Investors and companies are turning to a new breed of litigation management experts to complete these risk assessments quickly and efficiently.
It is not unusual for potential legal risk relating to a business’ past or current activities to cause an investor to shun what could have been a valuable investment. The ability to accurately quantify and qualify legal risk is essential in making any investment decision. — Scott Troeller, Partner, Veronis Suhler Stevenson.
Litigation managers are attorneys with significant business backgrounds who work with investors and executives to evaluate the legal risk in potential investments. A litigation manager will assess the potential legal risks of the target company from an entirely different perspective than a traditional attorney.
Three Critical Evaluation Criteria
Based on my years of conflict management and dispute evaluation, I have formulated three critical criteria that I use to evaluate litigation. The focus of these criteria is to determine the effect of the litigation on the company’s health, bottom line and future growth. The impact of analyzing litigation from these three criteria is to offer a clear view of how the litigation will affect the company. Decisions about the viability of the potential investment can then be made with reasonable certainty.
The three evaluation criteria to assess a company’s legal risk are:
- Materiality of the litigation
- Potential for future suits
- Connection between the litigation and the business plan
1. Materiality of the Litigation
When evaluating a company’s pending litigation, it is imperative to compare the cost and timeline of the litigation with available funds. If the litigation will cost the company more than they can afford, bankruptcy may rear its ugly head.
It is also important to determine the potential for a bad result and the costs associated with it. If it is likely that litigation will end in a negative result for the company, investors and executives need to know if the company can handle the financial repercussions.
2. Potential for Future Lawsuits
Does the current litigation have the potential to spawn other lawsuits? Other parties involved in the company may be sued later. Potential plaintiffs may sue based on the same or a similar set of facts or claims in the current litigation. Investors and C-level executives need to know the possibilities of future litigation that will affect the profitability of the company.
When looking at a potential company to invest in, I want to be advised that the legal process for pending litigation is aligned with the goals of my company to achieve the best possible results. In my experience of working with a litigation manager, I have been secure in my decisions, knowing that I am fully informed about all the variables that can affect my company’s future. -John Pappanastos, CEO, EFG Companies
These first two steps in the analysis are commonly used by traditional attorneys to provide guidance to their clients about a potential investment. But what if there is an unidentified conflict in the target company’s business model that could potentially generate more lawsuits? That is a key fact for the investor to know, and one that may not be revealed by traditional risk analysis.

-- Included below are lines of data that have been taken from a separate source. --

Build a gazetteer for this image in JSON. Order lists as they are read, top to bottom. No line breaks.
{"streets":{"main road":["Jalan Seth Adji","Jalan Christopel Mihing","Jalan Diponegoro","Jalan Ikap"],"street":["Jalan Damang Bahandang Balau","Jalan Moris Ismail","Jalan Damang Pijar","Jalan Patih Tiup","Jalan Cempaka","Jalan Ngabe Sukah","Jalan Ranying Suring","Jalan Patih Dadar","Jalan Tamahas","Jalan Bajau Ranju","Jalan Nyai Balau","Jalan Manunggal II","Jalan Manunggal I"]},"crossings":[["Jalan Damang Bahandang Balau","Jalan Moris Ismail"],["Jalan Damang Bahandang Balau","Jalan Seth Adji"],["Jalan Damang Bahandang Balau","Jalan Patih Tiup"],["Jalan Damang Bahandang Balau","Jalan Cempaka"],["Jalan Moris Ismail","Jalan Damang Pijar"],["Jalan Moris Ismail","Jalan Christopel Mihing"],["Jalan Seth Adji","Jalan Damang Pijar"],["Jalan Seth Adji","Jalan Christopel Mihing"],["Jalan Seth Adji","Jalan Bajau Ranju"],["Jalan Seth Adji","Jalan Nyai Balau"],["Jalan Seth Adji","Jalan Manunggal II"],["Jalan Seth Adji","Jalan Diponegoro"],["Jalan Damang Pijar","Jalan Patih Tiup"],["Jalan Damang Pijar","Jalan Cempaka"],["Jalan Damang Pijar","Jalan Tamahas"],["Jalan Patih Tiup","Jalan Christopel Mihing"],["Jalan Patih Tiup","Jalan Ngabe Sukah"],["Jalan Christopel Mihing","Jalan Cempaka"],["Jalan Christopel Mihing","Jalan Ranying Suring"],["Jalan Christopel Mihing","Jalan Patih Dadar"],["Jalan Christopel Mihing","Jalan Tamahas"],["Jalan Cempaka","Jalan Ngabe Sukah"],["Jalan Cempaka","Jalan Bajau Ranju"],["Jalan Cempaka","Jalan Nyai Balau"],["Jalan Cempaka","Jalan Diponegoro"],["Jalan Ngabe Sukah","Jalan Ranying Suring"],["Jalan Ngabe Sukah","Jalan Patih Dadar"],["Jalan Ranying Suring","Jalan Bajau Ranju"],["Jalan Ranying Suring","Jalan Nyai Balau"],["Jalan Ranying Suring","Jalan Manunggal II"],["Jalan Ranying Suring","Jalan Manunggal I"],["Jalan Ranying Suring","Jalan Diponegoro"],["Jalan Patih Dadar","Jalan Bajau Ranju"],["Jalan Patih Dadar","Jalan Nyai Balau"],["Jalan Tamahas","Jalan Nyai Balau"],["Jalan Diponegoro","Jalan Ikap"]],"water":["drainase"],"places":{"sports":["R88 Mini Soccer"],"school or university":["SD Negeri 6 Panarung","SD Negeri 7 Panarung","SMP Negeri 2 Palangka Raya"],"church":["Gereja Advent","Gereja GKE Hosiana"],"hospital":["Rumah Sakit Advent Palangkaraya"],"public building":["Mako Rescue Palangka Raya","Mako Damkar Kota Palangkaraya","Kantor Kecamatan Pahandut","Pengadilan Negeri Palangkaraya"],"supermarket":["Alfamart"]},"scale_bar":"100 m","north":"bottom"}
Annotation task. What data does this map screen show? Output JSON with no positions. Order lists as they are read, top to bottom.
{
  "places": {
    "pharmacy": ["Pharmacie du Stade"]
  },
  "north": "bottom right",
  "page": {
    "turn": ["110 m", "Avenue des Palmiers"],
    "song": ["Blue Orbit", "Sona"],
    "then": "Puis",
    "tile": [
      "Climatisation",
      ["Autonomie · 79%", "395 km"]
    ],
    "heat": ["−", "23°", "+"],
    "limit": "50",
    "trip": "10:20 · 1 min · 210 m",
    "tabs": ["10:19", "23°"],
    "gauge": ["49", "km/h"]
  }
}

3. Connection Between the Litigation and the Business Plan
Traditional attorneys tend to only focus on the materiality of the litigation and the potential for further suits. Litigation managers also answer the question, “Does the lawsuit expose a problem with the company’s business model?” The litigation may be a one-time anomaly or it may be the result of a process or action addressed in the company’s business plan. If the latter is the case, there is potential for more suits.
For example, a large bank sought to acquire a title company to facilitate its real estate lending practice. The title company had several pending lawsuits, claiming faulty underwriting. The bank sought to evaluate the legal risk, damage model, resolution time and the potential for future litigation. The litigation model of the general counsel was also assessed, because they were directly involved with closing documents in question. With the litigation manager’s advice, the acquisition was successfully completed, the litigation was resolved, and the business model was corrected to eliminate the risk of future conflict.
Litigation does not have to be an uncontrollable factor in the valuation of any business. By properly evaluating the potential for materiality, future litigation and the connection between the litigation and the business plan, investors can make informed decisions. Information is knowledge, and investors can avoid costly mistakes when they have a full understanding of the legal risk associated with a potential company.
Please note: This article is for general information purposes only and should not be considered legal advice. You should not act on information received from this article without first seeking advice from your legal counsel.